The director of the Scholar’s Academy, Miss Kirsch, taught biology, and I quickly discovered I had an aptitude for it. She was very passionate about her subject and put lots of work into her lectures. She used visual aids and different kinds of media to keep the class fresh and interesting, and her passion was contagious. As I look back, she, like Mr. Kuck before her, encouraged me to dream big, saying that if I worked hard, nothing could keep me from becoming a pilot one-day.

My band teacher Mr. McCarthy, a tall, slim, grey-haired Irish gentleman in his early fifties, was also passionate about his class and had an intense love for classical music, which he tried his best to transfer to his students. While growing up in 1980’s New York City, Betty and I had been at the epicenter of the rise of Hip-Hop and had grown to love it with a passion. Classical music grew to become a very close second for me and still is to this day, in large part due to Mr. McCarthy and my years in the high school band.

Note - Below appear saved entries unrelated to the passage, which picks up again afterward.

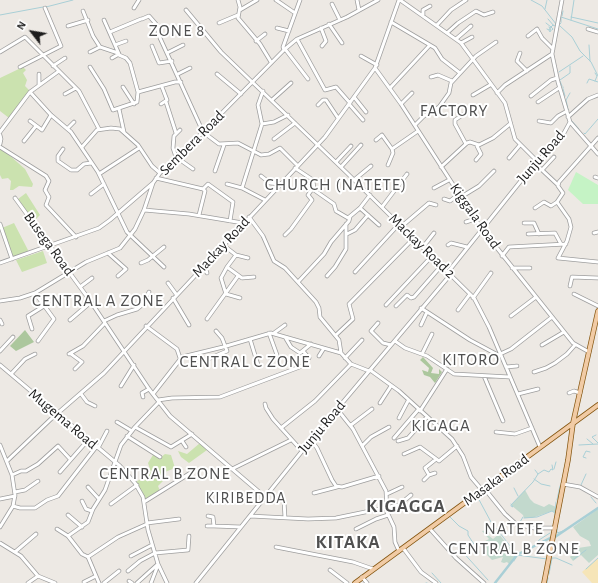 <!DOCTYPE html>
<html>
<head>
<meta charset="utf-8">
<style>
  body { margin:0 }
  #map { position:relative; width:598px; height:583px; overflow:hidden; background:#ede9e4; font-family:"Alegreya Sans",sans-serif }
  canvas { display:block }
  .north { position:absolute; left:12px; top:12px; width:40px; height:40px; -webkit-text-stroke:3px #fff; paint-order:stroke; rotate:301deg; font-size:11px; font-weight:700; line-height:16px; text-align:center; color:#1d1d1d }
  .north::after { content:''; display:block; margin:auto; width:14px; height:18px; background:#1d1d1d; clip-path:polygon(50% 0,100% 100%,50% 72%,0 100%) }
</style>
</head>
<body>
<div id="map">
<canvas width="598" height="583"></canvas>
<div class="north">N</div>
</div>
<script>
const c = document.querySelector('canvas').getContext('2d');
c.lineJoin = 'round';
function fillPath(path, color) { c.fillStyle = color; c.fill(path, 'evenodd'); }
const shape = rows => new Path2D(rows.map(r => 'M' + r).join(''));
function stroke(path, color, width, dash) { c.strokeStyle = color; c.lineWidth = width; c.lineCap = dash ? 'butt' : 'round'; c.setLineDash(dash || []); c.stroke(path); }
function drawText(font, color, halo, rows, align = 'center') {
  c.font = font + ' "Alegreya Sans",sans-serif'; c.lineWidth = 4; c.setLineDash([]); c.textBaseline = 'middle'; c.strokeStyle = halo; c.fillStyle = color; for (const [text, x, y, turn = 0] of rows) {
    c.save(); c.translate(x, y); c.rotate((+turn || 0) * Math.PI / 180); c.textAlign = isNaN(turn) ? turn : align; if (halo) c.strokeText(text, 0, 0); c.fillText(text, 0, 0); c.restore();
  }
}
const grass = shape([
  [23,67,26,70,23,73,27,80,25,86,30,91,9,118,0,111,0,78],
  [0,147,25,169,33,184,32,187,19,186,13,190,10,190,11,181,8,178,2,179,0,175],
  [26,193,40,215,33,222,18,199],
  [14,223,29,252,13,257,2,228],
  [43,251,47,263,22,272,16,260],
  [200,443,207,450,189,463,181,457,178,451,187,454],
  [165,454,171,455,175,468,165,472,166,478,158,486,160,491,145,499,136,482,151,472,148,463,153,455,160,458]
]);
const forest = shape([
  [25,330,34,342,16,351,10,346],
  [423,357,433,368,431,373,439,374,439,369,442,372,435,383,430,377,424,375,422,370,428,372,429,368,420,360]
]);
const wetland = shape([
  [525,490,530,499,534,503,544,507,549,504,556,507,555,513,552,511,532,518,524,518,523,515,511,505],
  [598,509,598,555,589,563,581,555,573,561,570,557,578,548,591,546,589,541,580,536,573,527],
  [490,526,493,527,488,535,493,539,499,534,514,553,514,551,518,553,525,549,527,550,517,555,516,559,509,564,507,562,504,563,501,562,503,557,492,560,487,555,487,549,483,542,489,539,482,531,488,530]
]);
const sand = shape([
  [598,558,598,583,592,583,582,572]
]);
const park = shape([
  [576,172,598,185,598,204,583,204,568,190]
]);
const stream = shape([
  [531,0,542,6,556,24],
  [46,7,73,0],
  [545,9,547,0],
  [0,15,43,7],
  [562,16,563,11],
  [571,17,598,23],
  [548,19,554,26,556,25],
  [571,20,574,0],
  [561,22,561,17,598,29],
  [546,23,551,27,553,25],
  [560,24,561,23],
  [560,26,572,37,580,51,591,62,598,76],
  [549,27,551,30,550,32,549,30],
  [547,29,549,30,551,27,553,29,552,30],
  [589,45,590,61],
  [559,72,583,56],
  [560,80,570,73,570,66],
  [560,81,562,86],
  [595,81,597,76,595,73],
  [587,83,589,79,598,82],
  [563,87,563,88],
  [563,89,565,96],
  [569,114,566,100,570,93],
  [571,120,579,129],
  [584,133,585,134,598,119],
  [596,435,592,437,598,443],
  [587,439,593,444],
  [579,445,598,444],
  [586,458,583,457,586,451,590,452],
  [554,469,556,462],
  [538,474,544,470,549,472,551,469,553,470,552,465],
  [534,479,541,484,550,486],
  [581,485,586,474],
  [514,488,518,496],
  [477,496,491,522,511,547],
  [591,497,596,503],
  [557,500,560,486],
  [511,504,513,507,511,506],
  [511,505,533,482,538,474,535,470],
  [555,515,556,502],
  [450,517,459,526,468,531,468,535,479,552],
  [524,518,537,517,552,511,555,513],
  [520,522,523,517],
  [557,529,557,533,563,531],
  [543,541,550,539],
  [537,544,539,540,550,533],
  [462,546,460,549,488,580],
  [513,549,515,555,514,561],
  [517,555,547,559],
  [574,559,586,550],
  [586,569,598,558],
  [432,573,441,583],
  [549,574,552,558,556,558,572,565],
  [426,583,427,583],
  [547,583,548,578]
]);
const canal = shape([
  [555,537,598,508],
  [495,583,517,555,552,537]
]);
const minor = shape([
  [238,0,240,7,238,18,260,44,271,62],
  [276,0,295,13],
  [357,0,359,10],
  [400,0,461,43,505,103,515,139,537,161],
  [332,4,340,20],
  [134,8,139,0],
  [186,10,221,52,347,173,474,298,489,327,540,447],
  [240,10,257,0],
  [83,11,93,36,100,47,118,53],
  [423,15,423,10,430,6],
  [142,19,149,16,156,24,160,38,203,132,219,144,238,143,261,155,269,154,280,148,298,166],
  [104,20,119,54,112,58],
  [391,22,435,48,442,59,460,73],
  [219,23,238,15],
  [329,24,342,43],
  [437,25,451,10,466,0],
  [68,26,88,20],
  [277,28,289,31],
  [321,28,326,41,322,46],
  [588,29,598,32],
  [110,32,141,19],
  [448,32,458,23,476,11,484,15,493,12],
  [528,36,537,29,542,38,553,49],
  [297,39,325,90,336,87,350,103],
  [456,39,471,26],
  [256,41,265,34],
  [461,43,472,37],
  [115,45,126,41],
  [152,46,159,63,172,61],
  [285,49,308,79],
  [284,50,283,47,300,0],
  [0,52,25,37,79,91,99,129],
  [90,52,100,47],
  [167,53,183,45],
  [520,53,517,61,527,71],
  [361,56,377,65],
  [53,66,65,58],
  [20,67,61,46,45,8],
  [90,67,104,89,113,110,137,102,138,92,130,63,126,58,119,55],
  [375,68,401,104,481,228,573,343,589,352],
  [59,71,30,92,51,115,71,132,98,172,127,232,164,267],
  [39,74,39,85],
  [178,74,190,68],
  [217,74,241,94],
  [431,77,438,75,452,81],
  [123,87,134,104],
  [390,88,430,45],
  [138,92,175,82,181,82],
  [497,93,505,85,552,54],
  [65,94,76,88],
  [473,95,490,85],
  [531,96,551,80,557,78],
  [354,97,366,112],
  [272,100,291,83],
  [166,102,176,133],
  [538,102,559,88],
  [161,104,167,100,162,87],
  [349,104,363,120],
  [401,104,412,93],
  [318,105,323,100,326,100,338,118],
  [119,109,124,132],
  [568,117,588,99,598,95],
  [30,121,42,130,51,115],
  [539,121,551,123,558,116,567,111],
  [570,122,598,154],
  [262,124,258,105,263,91],
  [415,125,424,116,439,107,449,93,451,83,476,56,496,42],
  [68,128,74,122],
  [180,130,174,136,173,148,176,157,193,169],
  [0,132,30,92],
  [0,135,1,139,0,144],
  [598,138,559,182,558,186,563,193,557,202,569,219,571,227,567,241,558,258,598,262],
  [274,139,295,123],
  [376,140,382,135,392,149],
  [24,141,36,126],
  [466,144,455,124,455,120,467,112],
  [0,147,46,176,49,181,45,190,49,197,46,205,76,237],
  [82,147,97,130,111,128,120,129,138,145,152,166,160,173],
  [63,149,58,156,58,161,71,170,77,170,84,164,91,163],
  [509,158,520,145],
  [476,160,481,154,477,146],
  [336,162,351,146],
  [535,164,542,170,554,157],
  [388,165,393,153,392,149,418,131],
  [341,167,361,145],
  [441,167,467,143,470,142,479,145,493,138,510,124],
  [295,168,313,180,314,190,334,204,336,211,348,218,360,208,370,195],
  [542,170,558,185],
  [215,171,224,145],
  [99,174,139,148],
  [261,176,270,183,280,184],
  [595,177,598,178],
  [156,178,203,189],
  [354,180,371,166],
  [227,184,242,188],
  [434,188,449,180],
  [91,194,104,184],
  [461,197,479,186,494,171],
  [15,198,91,302,149,389,170,416,265,497],
  [444,199,450,201,459,194],
  [265,200,242,188,243,185,262,124,274,122,288,115],
  [382,207,407,174],
  [360,208,379,225],
  [535,208,544,202,551,206,557,202],
  [144,210,189,214,243,223],
  [199,215,205,191,203,189,208,184,233,202,230,221],
  [249,217,263,236,274,261,285,268,316,302,319,308,320,317,339,340,341,353],
  [466,222,475,219],
  [524,223,534,223,539,234],
  [0,224,12,259],
  [402,226,429,203,436,205],
  [594,233,598,232],
  [347,234,355,230,368,215],
  [528,234,555,233,561,244],
  [285,235,291,229,312,200,308,195,313,188],
  [223,245,236,255,248,258],
  [448,245,451,243,467,247],
  [423,247,434,233],
  [108,253,126,269,118,276],
  [236,255,227,267,242,278,254,277],
  [502,256,509,247,566,244],
  [0,263,99,228,110,220,153,183],
  [141,263,148,260,164,247],
  [204,265,207,273],
  [227,267,221,278,226,294,240,298],
  [512,268,530,268],
  [355,272,399,224],
  [448,272,528,172,564,133,570,122,558,82,552,54,562,0],
  [327,276,335,267,346,249,346,224],
  [298,282,324,254,331,242,349,221,350,217],
  [168,283,176,294],
  [570,286,572,277,598,278],
  [80,287,92,278],
  [35,293,54,319,38,341],
  [574,294,598,306],
  [173,298,189,325],
  [473,298,491,273],
  [0,301,20,298,35,293,86,262,120,248,135,229,144,210,153,183,160,173,203,132,285,49,297,39,347,17,378,0],
  [386,305,432,256],
  [396,306,407,295,411,298,414,297,442,265],
  [421,308,470,340,498,355,511,349,552,317],
  [458,310,470,294],
  [511,316,536,297],
  [207,319,238,276],
  [0,320,2,324],
  [70,320,91,302],
  [104,321,117,315,137,309,142,305,149,292],
  [378,323,371,331,383,343,391,345],
  [421,325,427,312],
  [146,326,177,349,180,358],
  [32,329,28,316,44,306],
  [269,333,277,355,271,359],
  [274,333,285,325],
  [336,335,353,319,349,304,414,238],
  [285,337,291,347,300,353,311,344],
  [250,339,258,365],
  [395,341,405,348,427,356,454,374,510,377],
  [542,345,564,332],
  [0,351,13,337],
  [303,351,309,358],
  [69,354,83,346,105,323],
  [71,354,82,362,75,369],
  [422,354,432,334],
  [319,356,324,348],
  [345,358,362,340],
  [206,360,227,351,222,338,216,331],
  [0,365,120,466,135,483,143,497,148,530,158,564,167,583],
  [506,367,517,366],
  [370,370,399,391,452,439,463,456,471,477,482,490],
  [534,372,546,368,555,363,567,354,575,345],
  [11,374,25,359,35,354],
  [484,376,503,421],
  [121,386,134,365],
  [569,393,574,391,580,393],
  [81,394,87,402,95,406],
  [153,394,182,357,223,347,271,333,341,353,351,364,369,371],
  [518,394,538,389],
  [143,397,142,393,149,389],
  [158,400,172,398,220,397,305,365],
  [380,403,391,386],
  [265,404,266,408,273,419,302,451],
  [337,409,353,429,386,491,387,512,394,527,395,542,399,551],
  [420,411,447,369],
  [399,418,408,401],
  [117,422,132,431],
  [351,425,372,409],
  [135,427,171,447,192,434],
  [281,428,315,401,351,364],
  [496,432,515,434,532,428],
  [127,436,160,457],
  [394,438,418,410],
  [311,440,317,448,332,480,336,486,342,487,379,476],
  [182,441,186,447],
  [398,441,408,438,427,417],
  [0,445,12,475,15,495,13,506,0,527],
  [363,445,371,437,389,427],
  [98,448,107,431],
  [404,454,420,447,439,461,457,446],
  [7,461,51,419,104,373,325,137,375,68,399,0],
  [232,469,291,440],
  [60,472,88,440],
  [12,475,21,471,26,471,38,464,58,446,70,459],
  [429,475,435,473],
  [424,480,429,475,425,468,435,460],
  [563,484,580,487,598,497],
  [88,487,99,499],
  [484,488,505,514,516,524,534,528,555,528],
  [15,492,25,490,38,481],
  [314,493,337,487],
  [387,494,402,487],
  [0,499,15,496],
  [82,501,86,509,92,511],
  [284,501,285,518],
  [144,502,192,472],
  [111,504,137,485],
  [13,506,20,508,35,508,47,500,58,496,96,447],
  [68,515,82,527],
  [208,516,213,517,214,526,241,527],
  [250,516,308,519,336,518,399,505,411,495],
  [147,523,179,519],
  [207,526,214,526],
  [57,529,68,536,82,554,88,557,99,583],
  [356,529,376,519,388,515],
  [430,529,456,558,484,583],
  [68,536,88,522,93,509,105,490,121,445,135,427,159,402],
  [0,543,21,556,38,576,55,583],
  [276,547,353,562,373,569],
  [403,548,421,572,436,583],
  [15,552,36,534],
  [131,556,152,545],
  [88,557,118,537,147,524],
  [330,570,347,583],
  [128,571,140,561,155,553,188,550,189,536],
  [362,577,367,583],
  [129,581,132,583],
  [84,582,96,576],
  [28,583,38,576],
  [104,583,119,571],
  [137,583,158,564],
  [151,583,158,565],
  [196,583,311,440,451,274]
]);
const major = shape([
  [355,583,598,405],
  [544,583,568,460,573,423,598,311]
]);
const streetNames = [
  ["Sembera Road",192,143,-45],
  ["Junju Road",541,157,-49],
  ["Kiggala Road",475,216,55],
  ["Busega Road",49,244,54],
  ["Mackay Road 2",422,246,44],
  ["Mackay Road",221,247,-47],
  ["Mugema Road",63,419,40],
  ["Junju Road",322,427,-50],
  ["Masaka Road",496,480,-36]
];
const neighbourhoodNames = [
  ["KIRIBEDDA",246,498]
];
const quarterNames = [
  ["ZONE 8",177,31],
  ["FACTORY",454,111],
  ["CHURCH (NATETE)",336,185],
  ["CENTRAL A ZONE",98,301],
  ["KITORO",471,360],
  ["CENTRAL C ZONE",245,362],
  ["KIGAGA",441,426],
  ["CENTRAL B ZONE",165,474],
  ["NATETE",514,529],
  ["CENTRAL B ZONE",514,549]
];
const districtNames = [
  ["KIGAGGA",406,506],
  ["KITAKA",348,542]
];
fillPath(grass, '#cbe2af');
fillPath(forest, '#acc79d');
fillPath(wetland, '#c2d9cd');
fillPath(sand, '#f6e5b8');
fillPath(park, '#c5f3c5');
stroke(stream, '#a9cfd6', 1);
stroke(canal, '#a9cfd6', 2.5);
stroke(minor, '#9e9e9e', 4.5);
stroke(major, '#855611', 5.5);
stroke(minor, '#fff', 3);
stroke(major, '#f1cba5', 4);
drawText('15px', '#1d1d1d', '#fff', streetNames);
c.letterSpacing = '1px';
drawText('16px', '#505050', '#fff', neighbourhoodNames);
c.letterSpacing = '0px';
c.letterSpacing = '1px';
drawText('17px', '#505050', '#fff', quarterNames);
c.letterSpacing = '0px';
c.letterSpacing = '1px';
drawText('bold 19px', '#505050', '#fff', districtNames);
c.letterSpacing = '0px';
</script>
</body>
</html>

I dove into high school fully aware that I was less than four years away from starting college and my flying lessons. From the very beginning of high school, the dreaded Scholastic Aptitude Test (SAT) had been looming large on the horizon because along with my high school grades, it would be used by colleges to decide whether to admit me. Knowing that doing well in my classes and on the SATs would be the key to my future dream of flying, helped me to stay focused. With my goal in mind, I settled into my daily routine of waking up early, taking the thirty-minute bus ride to school, going to my classes, taking the thirty-minute bus ride home, doing my school assignments, watching a little television, going to sleep, and starting the cycle again the next day. Mom and Dad always reminded my siblings and me that our education was something no one could ever take away from us.